=== Given records ===

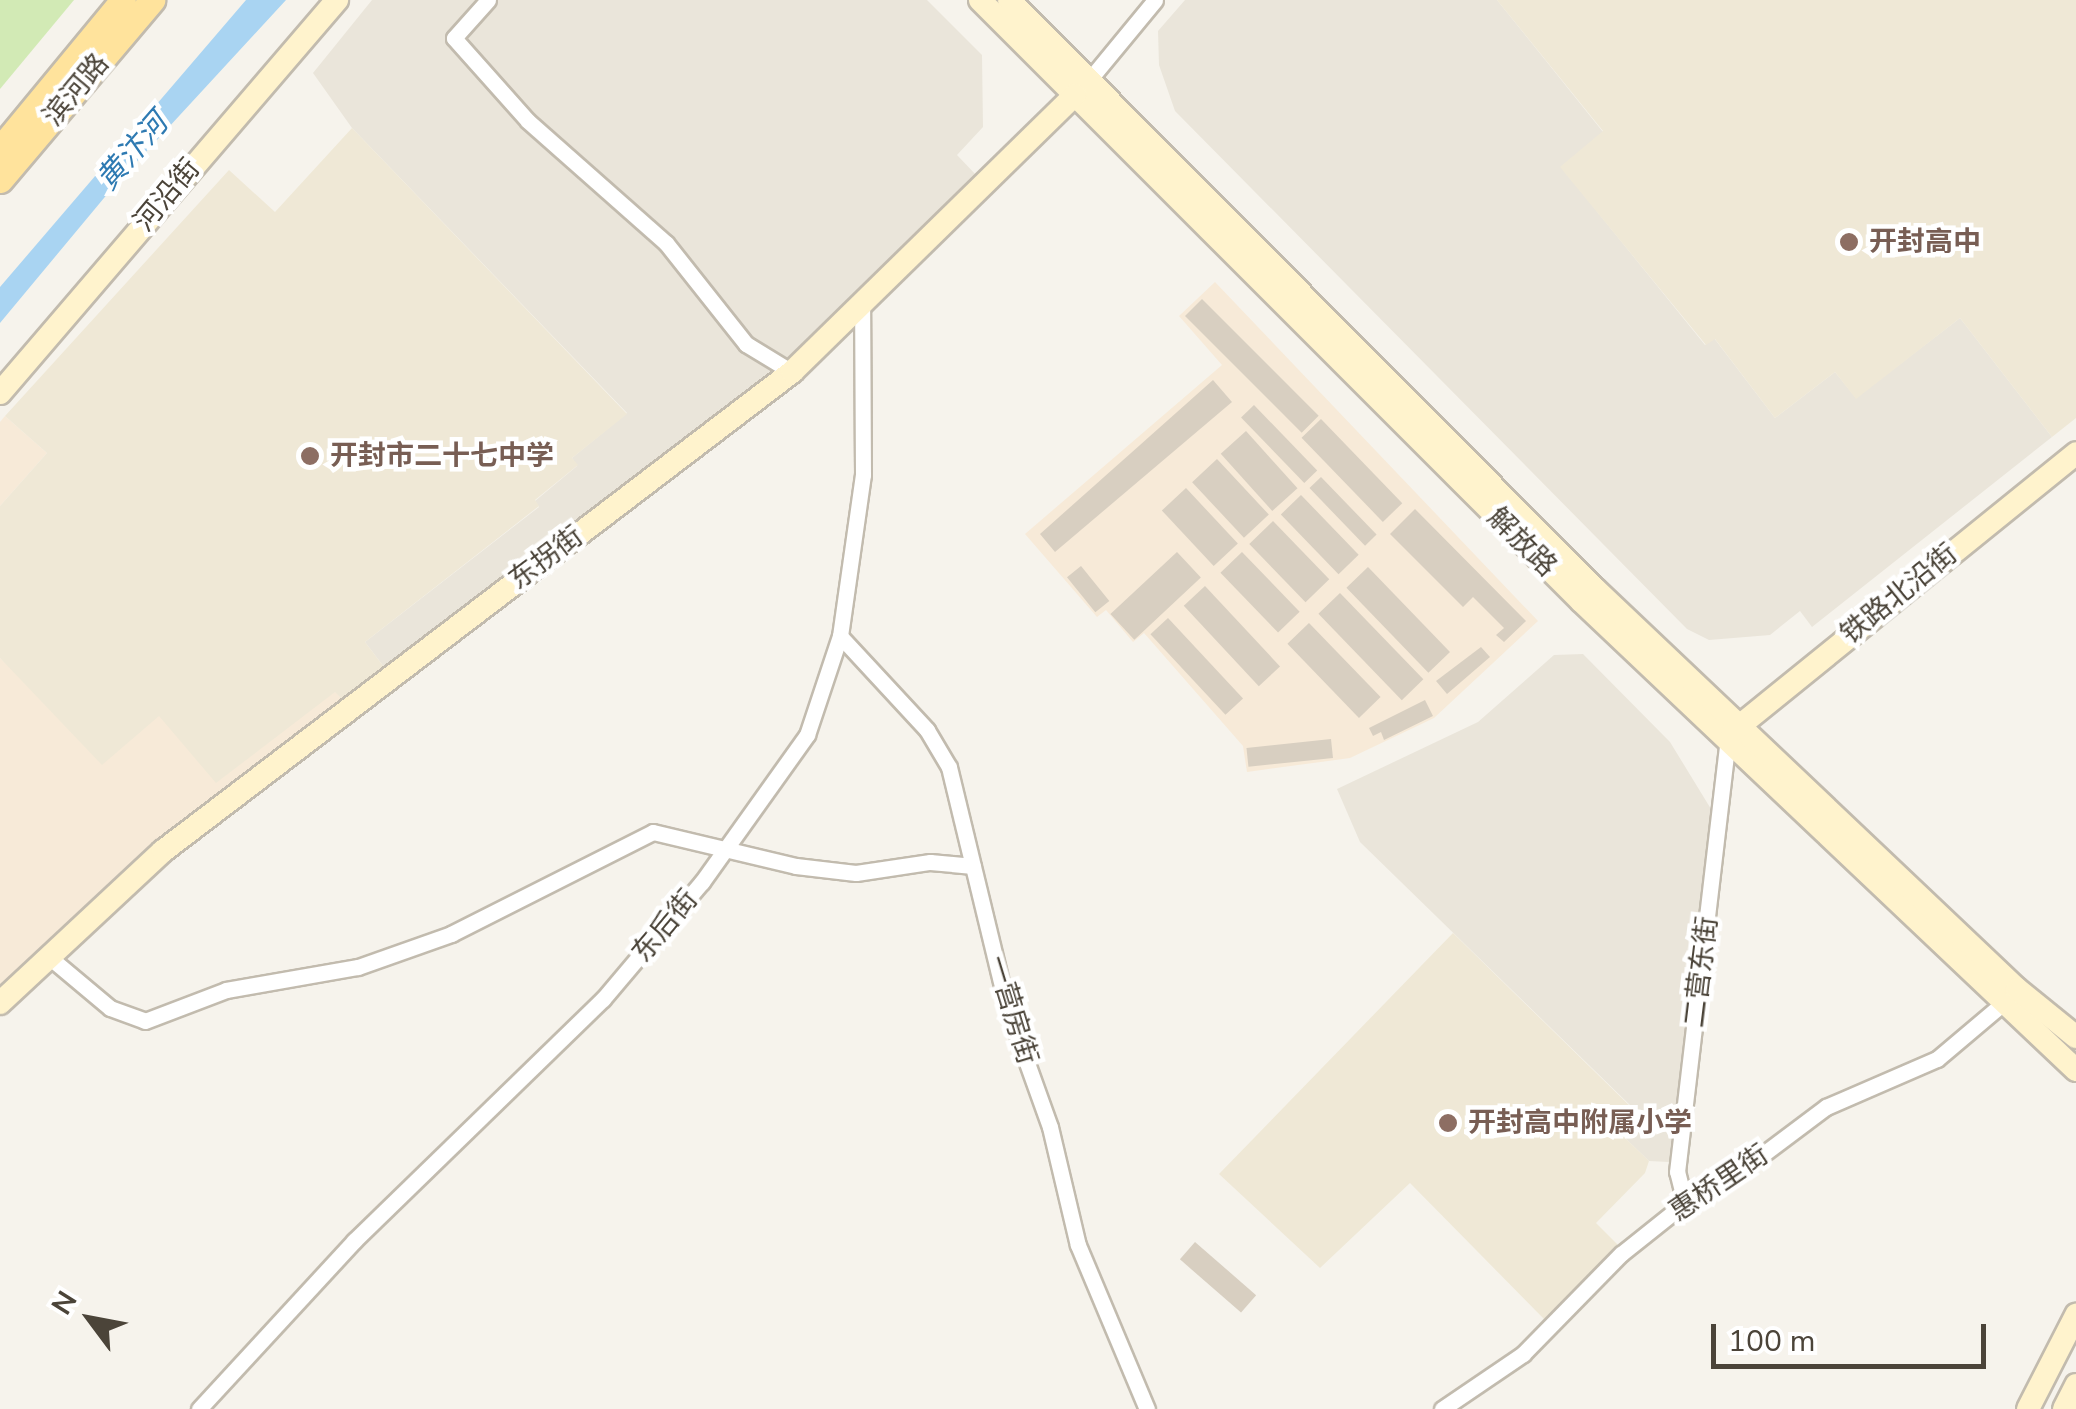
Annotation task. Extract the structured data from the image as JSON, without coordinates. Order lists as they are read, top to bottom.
{
  "streets": {
    "main road": [
      "滨河路",
      "河沿街",
      "解放路",
      "东拐街",
      "铁路北沿街"
    ],
    "street": [
      "东后街",
      "二营东街",
      "一营房街",
      "惠桥里街"
    ]
  },
  "crossings": [
    ["解放路", "东拐街"],
    ["解放路", "铁路北沿街"],
    ["解放路", "二营东街"],
    ["解放路", "惠桥里街"],
    ["东拐街", "东后街"],
    ["铁路北沿街", "二营东街"],
    ["东后街", "一营房街"],
    ["二营东街", "惠桥里街"]
  ],
  "water": ["黄汴河"],
  "places": ["开封高中", "开封市二十七中学", "开封高中附属小学"],
  "scale_bar": "100 m",
  "north": "top left"
}
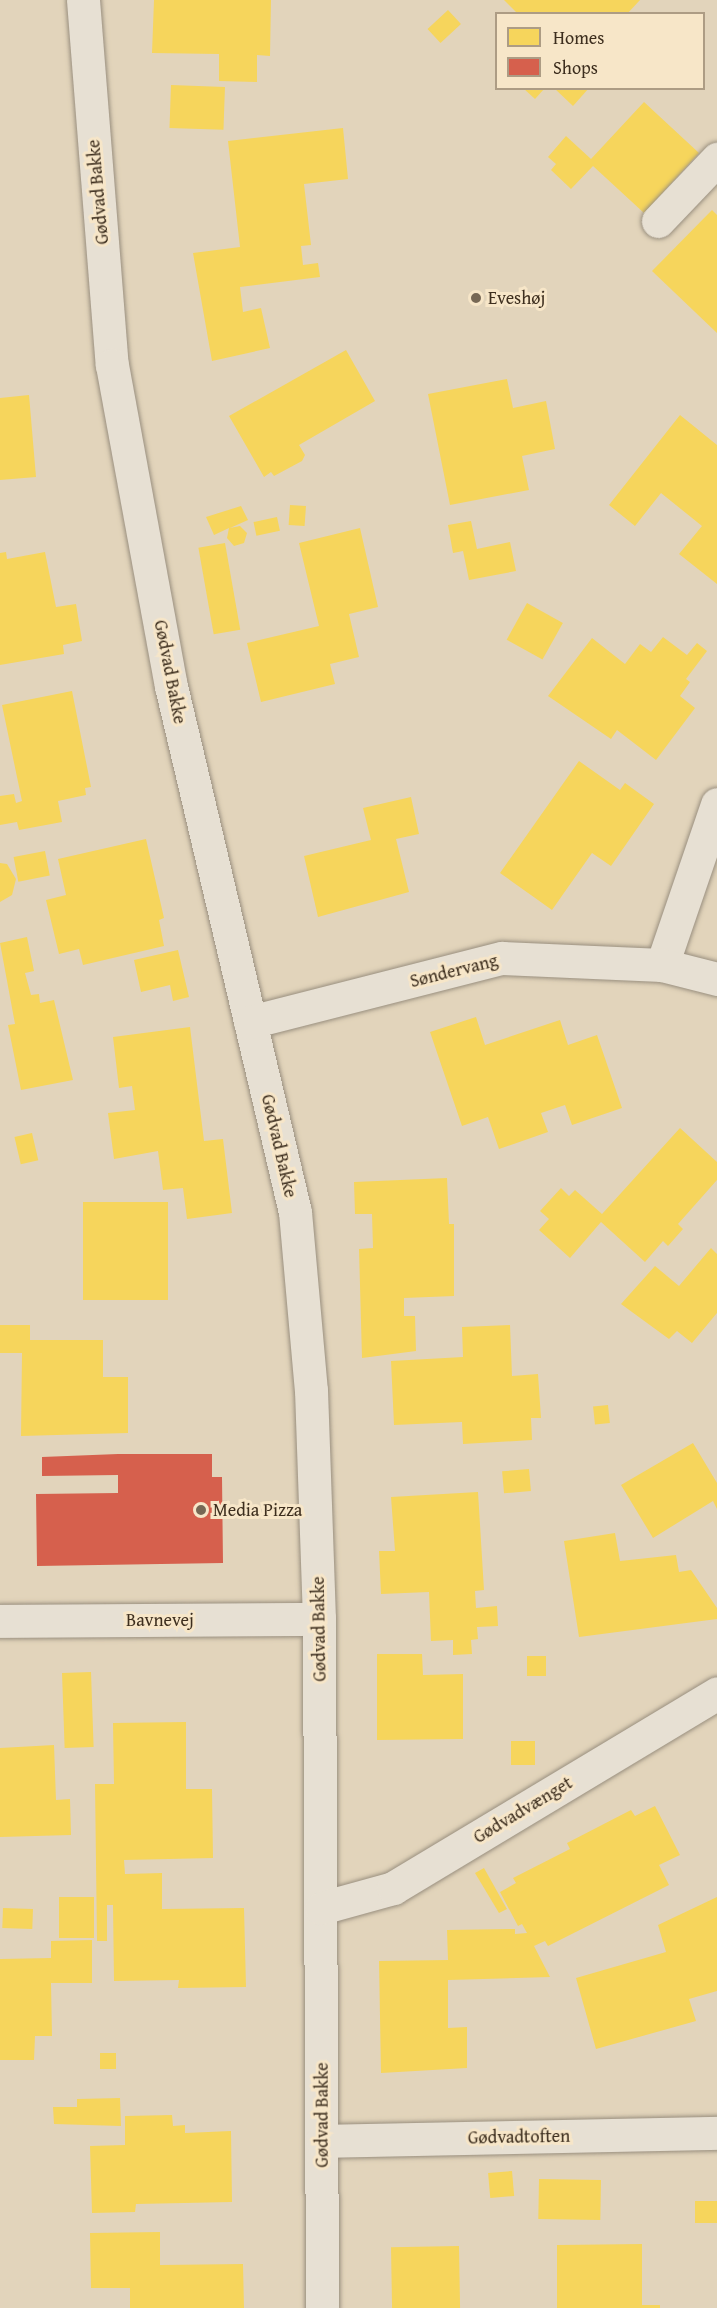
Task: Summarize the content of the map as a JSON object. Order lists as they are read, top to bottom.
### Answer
{
  "streets": {
    "street": [
      "Gødvad Bakke",
      "Søndervang",
      "Bavnevej",
      "Gødvadvænget",
      "Gødvadtoften"
    ]
  },
  "crossings": [
    ["Gødvad Bakke", "Søndervang"],
    ["Gødvad Bakke", "Bavnevej"],
    ["Gødvad Bakke", "Gødvadvænget"],
    ["Gødvad Bakke", "Gødvadtoften"]
  ],
  "places": ["Eveshøj", "Media Pizza"],
  "legend": ["Homes", "Shops"]
}
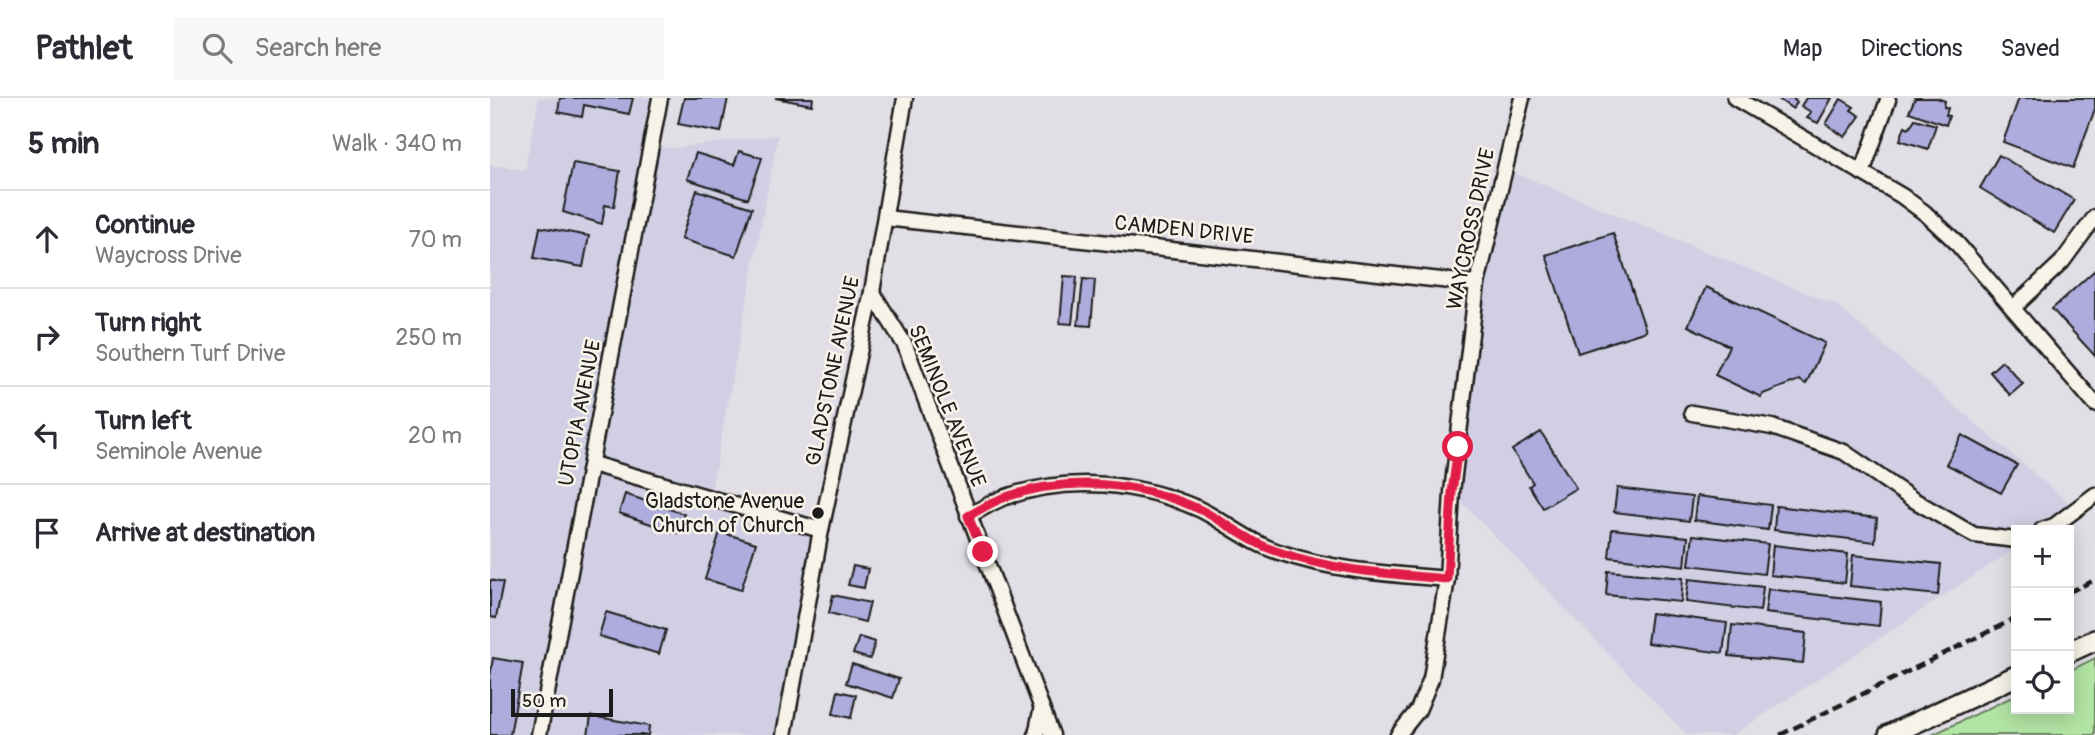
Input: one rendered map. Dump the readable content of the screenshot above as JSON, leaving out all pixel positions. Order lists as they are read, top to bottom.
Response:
{
  "streets": {
    "street": [
      "WAYCROSS DRIVE",
      "CAMDEN DRIVE",
      "GLADSTONE AVENUE",
      "SEMINOLE AVENUE",
      "UTOPIA AVENUE"
    ]
  },
  "crossings": [
    ["WAYCROSS DRIVE", "CAMDEN DRIVE"],
    ["CAMDEN DRIVE", "GLADSTONE AVENUE"],
    ["GLADSTONE AVENUE", "SEMINOLE AVENUE"]
  ],
  "places": ["Gladstone Avenue Church of Church"],
  "scale_bar": "50 m",
  "page": {
    "header": "Pathlet",
    "search": "Search here",
    "nav": ["Map", "Directions", "Saved"],
    "heading": ["5 min", "Walk · 340 m"],
    "list": [
      ["Continue", "Waycross Drive", "70 m"],
      ["Turn right", "Southern Turf Drive", "250 m"],
      ["Turn left", "Seminole Avenue", "20 m"],
      "Arrive at destination"
    ],
    "map_buttons": ["+", "−"],
    "scale": "50 m"
  }
}
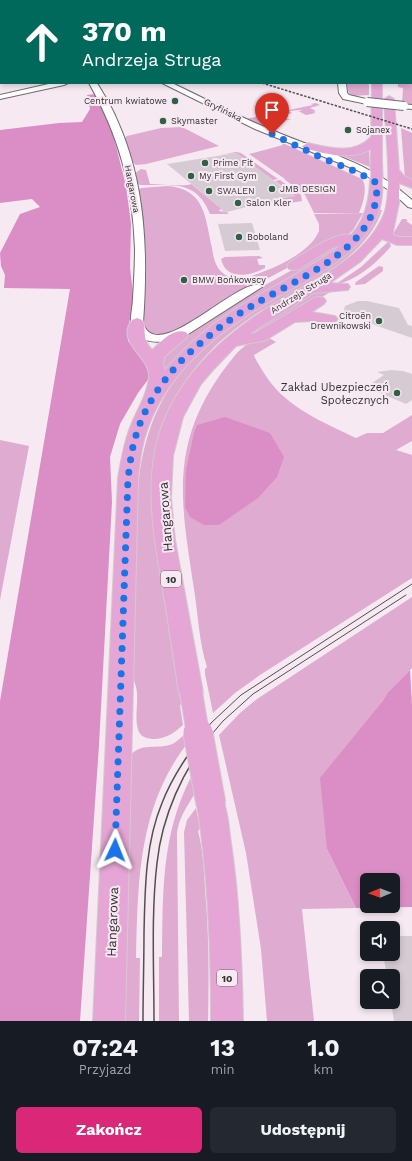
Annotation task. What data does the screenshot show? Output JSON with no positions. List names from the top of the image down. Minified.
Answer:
{"streets":{"main road":["Hangarowa","Andrzeja Struga","10"],"street":["Gryfińska"]},"crossings":[["Gryfińska","Andrzeja Struga"],["Hangarowa","Andrzeja Struga"]],"places":["Centrum kwiatowe","Skymaster","Sojanex","Prime Fit","My First Gym","JMB DESIGN","SWALEN","Salon Kler","Boboland","BMW Bońkowscy","Citroën Drewnikowski","Zakład Ubezpieczeń Społecznych"],"north":"left","page":{"turn":["370 m","Andrzeja Struga"],"eta":["07:24","Przyjazd","13","min","1.0","km"],"buttons":["Zakończ","Udostępnij"]}}
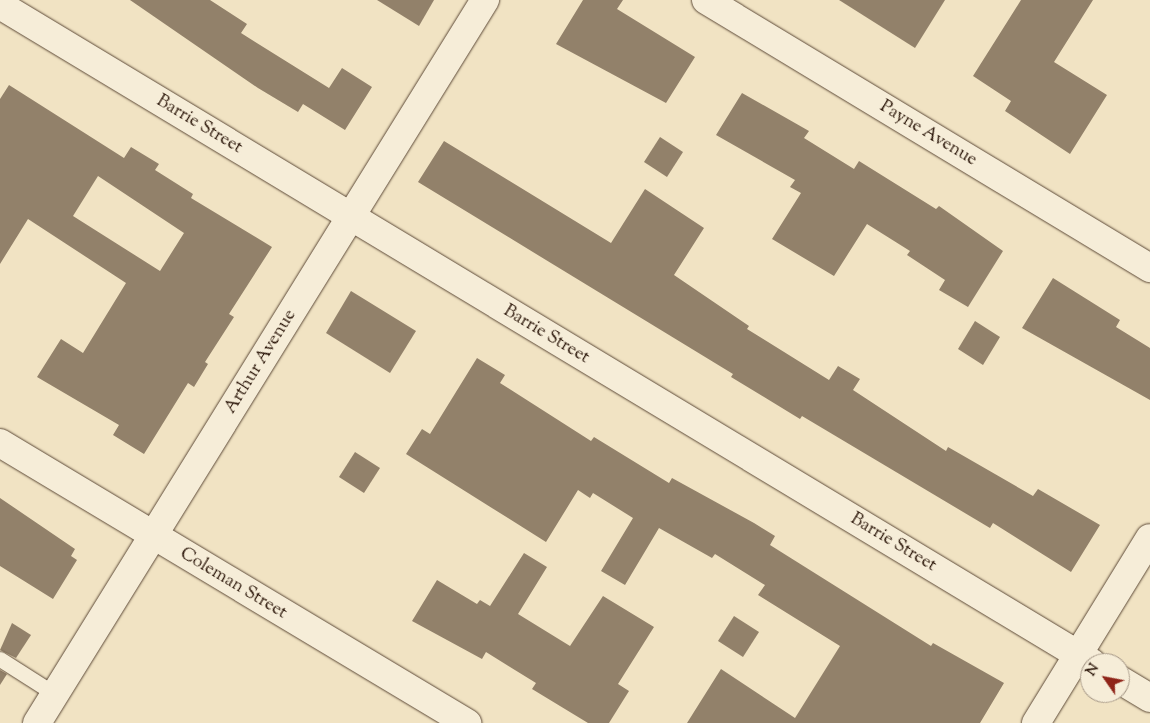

===

### Problem details
Extract from the data every line where "screenshot" shows up.

### Task solution
Input: one rendered map. Dump the readable content of the screenshot above as JSON, leaving out all pixel positions. Order lists as they are read, top to bottom.
Annotation task. What data does the screenshot show? Output JSON with no positions. List names from the top of the image down. Minified.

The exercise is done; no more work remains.